All entries, exactly as written, should be output again.

= Task data =

- Opening Delimiter -

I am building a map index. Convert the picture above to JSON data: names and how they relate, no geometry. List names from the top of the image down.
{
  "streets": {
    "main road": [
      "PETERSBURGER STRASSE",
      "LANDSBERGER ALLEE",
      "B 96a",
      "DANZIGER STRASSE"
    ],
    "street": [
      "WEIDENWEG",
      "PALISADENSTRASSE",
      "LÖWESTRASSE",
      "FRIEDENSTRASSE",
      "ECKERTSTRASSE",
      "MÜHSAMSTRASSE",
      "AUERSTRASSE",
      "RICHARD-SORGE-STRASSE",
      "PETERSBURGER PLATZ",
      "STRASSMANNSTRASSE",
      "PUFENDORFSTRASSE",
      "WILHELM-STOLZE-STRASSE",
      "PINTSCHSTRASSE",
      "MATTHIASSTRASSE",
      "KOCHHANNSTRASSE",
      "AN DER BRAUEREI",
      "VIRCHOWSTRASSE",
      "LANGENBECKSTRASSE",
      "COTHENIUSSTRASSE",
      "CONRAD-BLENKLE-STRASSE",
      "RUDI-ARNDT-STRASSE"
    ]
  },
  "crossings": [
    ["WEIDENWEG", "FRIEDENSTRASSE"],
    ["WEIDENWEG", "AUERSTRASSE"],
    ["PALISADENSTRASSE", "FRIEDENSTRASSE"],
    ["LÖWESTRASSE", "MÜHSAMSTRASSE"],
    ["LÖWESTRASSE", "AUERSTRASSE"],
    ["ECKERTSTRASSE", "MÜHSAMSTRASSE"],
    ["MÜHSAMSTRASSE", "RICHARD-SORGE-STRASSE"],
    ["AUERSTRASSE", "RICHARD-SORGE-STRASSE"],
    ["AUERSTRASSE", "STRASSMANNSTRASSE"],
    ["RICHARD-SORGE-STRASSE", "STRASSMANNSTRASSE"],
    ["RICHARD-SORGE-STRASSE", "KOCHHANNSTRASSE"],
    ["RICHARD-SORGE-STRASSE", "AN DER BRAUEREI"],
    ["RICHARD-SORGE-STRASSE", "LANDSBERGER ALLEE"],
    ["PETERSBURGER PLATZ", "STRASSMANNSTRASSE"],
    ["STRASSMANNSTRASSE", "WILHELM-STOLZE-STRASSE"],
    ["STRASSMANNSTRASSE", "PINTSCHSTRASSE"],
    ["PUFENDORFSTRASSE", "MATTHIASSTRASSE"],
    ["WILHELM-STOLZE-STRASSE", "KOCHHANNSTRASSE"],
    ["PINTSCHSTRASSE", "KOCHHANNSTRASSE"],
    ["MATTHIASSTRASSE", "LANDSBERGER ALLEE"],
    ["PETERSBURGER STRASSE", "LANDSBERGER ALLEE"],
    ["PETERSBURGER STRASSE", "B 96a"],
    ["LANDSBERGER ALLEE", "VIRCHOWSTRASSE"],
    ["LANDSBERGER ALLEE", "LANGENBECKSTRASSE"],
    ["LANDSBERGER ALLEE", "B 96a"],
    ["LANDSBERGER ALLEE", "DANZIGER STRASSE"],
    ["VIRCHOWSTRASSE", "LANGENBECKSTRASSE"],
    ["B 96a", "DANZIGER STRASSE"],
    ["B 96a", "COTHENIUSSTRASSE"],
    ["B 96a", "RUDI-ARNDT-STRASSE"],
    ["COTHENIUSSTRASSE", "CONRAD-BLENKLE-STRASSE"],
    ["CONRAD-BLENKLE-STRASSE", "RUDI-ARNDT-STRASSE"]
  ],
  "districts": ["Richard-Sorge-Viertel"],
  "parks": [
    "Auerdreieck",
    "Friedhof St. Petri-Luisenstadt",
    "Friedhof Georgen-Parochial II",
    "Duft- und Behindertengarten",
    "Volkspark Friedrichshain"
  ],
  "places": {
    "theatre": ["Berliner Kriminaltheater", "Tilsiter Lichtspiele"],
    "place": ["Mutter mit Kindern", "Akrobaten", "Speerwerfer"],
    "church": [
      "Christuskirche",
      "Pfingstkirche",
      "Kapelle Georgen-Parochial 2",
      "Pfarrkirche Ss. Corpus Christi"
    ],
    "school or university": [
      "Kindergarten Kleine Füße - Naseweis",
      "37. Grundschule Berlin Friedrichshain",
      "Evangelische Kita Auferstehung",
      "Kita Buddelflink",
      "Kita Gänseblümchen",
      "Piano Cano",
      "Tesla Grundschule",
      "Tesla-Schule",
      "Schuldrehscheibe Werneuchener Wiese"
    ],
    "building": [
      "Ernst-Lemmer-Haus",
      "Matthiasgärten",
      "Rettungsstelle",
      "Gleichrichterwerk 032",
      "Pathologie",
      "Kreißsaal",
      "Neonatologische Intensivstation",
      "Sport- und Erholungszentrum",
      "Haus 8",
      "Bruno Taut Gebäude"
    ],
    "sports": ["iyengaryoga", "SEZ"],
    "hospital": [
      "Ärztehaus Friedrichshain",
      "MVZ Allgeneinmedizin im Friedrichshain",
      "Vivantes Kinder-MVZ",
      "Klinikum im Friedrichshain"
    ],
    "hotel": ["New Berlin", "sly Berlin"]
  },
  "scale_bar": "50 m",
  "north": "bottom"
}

- Closing Delimiter -

= Exercise output =
I am building a map index. Convert the picture above to JSON data: names and how they relate, no geometry. List names from the top of the image down.
{
  "streets": {
    "main road": [
      "PETERSBURGER STRASSE",
      "LANDSBERGER ALLEE",
      "B 96a",
      "DANZIGER STRASSE"
    ],
    "street": [
      "WEIDENWEG",
      "PALISADENSTRASSE",
      "LÖWESTRASSE",
      "FRIEDENSTRASSE",
      "ECKERTSTRASSE",
      "MÜHSAMSTRASSE",
      "AUERSTRASSE",
      "RICHARD-SORGE-STRASSE",
      "PETERSBURGER PLATZ",
      "STRASSMANNSTRASSE",
      "PUFENDORFSTRASSE",
      "WILHELM-STOLZE-STRASSE",
      "PINTSCHSTRASSE",
      "MATTHIASSTRASSE",
      "KOCHHANNSTRASSE",
      "AN DER BRAUEREI",
      "VIRCHOWSTRASSE",
      "LANGENBECKSTRASSE",
      "COTHENIUSSTRASSE",
      "CONRAD-BLENKLE-STRASSE",
      "RUDI-ARNDT-STRASSE"
    ]
  },
  "crossings": [
    ["WEIDENWEG", "FRIEDENSTRASSE"],
    ["WEIDENWEG", "AUERSTRASSE"],
    ["PALISADENSTRASSE", "FRIEDENSTRASSE"],
    ["LÖWESTRASSE", "MÜHSAMSTRASSE"],
    ["LÖWESTRASSE", "AUERSTRASSE"],
    ["ECKERTSTRASSE", "MÜHSAMSTRASSE"],
    ["MÜHSAMSTRASSE", "RICHARD-SORGE-STRASSE"],
    ["AUERSTRASSE", "RICHARD-SORGE-STRASSE"],
    ["AUERSTRASSE", "STRASSMANNSTRASSE"],
    ["RICHARD-SORGE-STRASSE", "STRASSMANNSTRASSE"],
    ["RICHARD-SORGE-STRASSE", "KOCHHANNSTRASSE"],
    ["RICHARD-SORGE-STRASSE", "AN DER BRAUEREI"],
    ["RICHARD-SORGE-STRASSE", "LANDSBERGER ALLEE"],
    ["PETERSBURGER PLATZ", "STRASSMANNSTRASSE"],
    ["STRASSMANNSTRASSE", "WILHELM-STOLZE-STRASSE"],
    ["STRASSMANNSTRASSE", "PINTSCHSTRASSE"],
    ["PUFENDORFSTRASSE", "MATTHIASSTRASSE"],
    ["WILHELM-STOLZE-STRASSE", "KOCHHANNSTRASSE"],
    ["PINTSCHSTRASSE", "KOCHHANNSTRASSE"],
    ["MATTHIASSTRASSE", "LANDSBERGER ALLEE"],
    ["PETERSBURGER STRASSE", "LANDSBERGER ALLEE"],
    ["PETERSBURGER STRASSE", "B 96a"],
    ["LANDSBERGER ALLEE", "VIRCHOWSTRASSE"],
    ["LANDSBERGER ALLEE", "LANGENBECKSTRASSE"],
    ["LANDSBERGER ALLEE", "B 96a"],
    ["LANDSBERGER ALLEE", "DANZIGER STRASSE"],
    ["VIRCHOWSTRASSE", "LANGENBECKSTRASSE"],
    ["B 96a", "DANZIGER STRASSE"],
    ["B 96a", "COTHENIUSSTRASSE"],
    ["B 96a", "RUDI-ARNDT-STRASSE"],
    ["COTHENIUSSTRASSE", "CONRAD-BLENKLE-STRASSE"],
    ["CONRAD-BLENKLE-STRASSE", "RUDI-ARNDT-STRASSE"]
  ],
  "districts": ["Richard-Sorge-Viertel"],
  "parks": [
    "Auerdreieck",
    "Friedhof St. Petri-Luisenstadt",
    "Friedhof Georgen-Parochial II",
    "Duft- und Behindertengarten",
    "Volkspark Friedrichshain"
  ],
  "places": {
    "theatre": ["Berliner Kriminaltheater", "Tilsiter Lichtspiele"],
    "place": ["Mutter mit Kindern", "Akrobaten", "Speerwerfer"],
    "church": [
      "Christuskirche",
      "Pfingstkirche",
      "Kapelle Georgen-Parochial 2",
      "Pfarrkirche Ss. Corpus Christi"
    ],
    "school or university": [
      "Kindergarten Kleine Füße - Naseweis",
      "37. Grundschule Berlin Friedrichshain",
      "Evangelische Kita Auferstehung",
      "Kita Buddelflink",
      "Kita Gänseblümchen",
      "Piano Cano",
      "Tesla Grundschule",
      "Tesla-Schule",
      "Schuldrehscheibe Werneuchener Wiese"
    ],
    "building": [
      "Ernst-Lemmer-Haus",
      "Matthiasgärten",
      "Rettungsstelle",
      "Gleichrichterwerk 032",
      "Pathologie",
      "Kreißsaal",
      "Neonatologische Intensivstation",
      "Sport- und Erholungszentrum",
      "Haus 8",
      "Bruno Taut Gebäude"
    ],
    "sports": ["iyengaryoga", "SEZ"],
    "hospital": [
      "Ärztehaus Friedrichshain",
      "MVZ Allgeneinmedizin im Friedrichshain",
      "Vivantes Kinder-MVZ",
      "Klinikum im Friedrichshain"
    ],
    "hotel": ["New Berlin", "sly Berlin"]
  },
  "scale_bar": "50 m",
  "north": "bottom"
}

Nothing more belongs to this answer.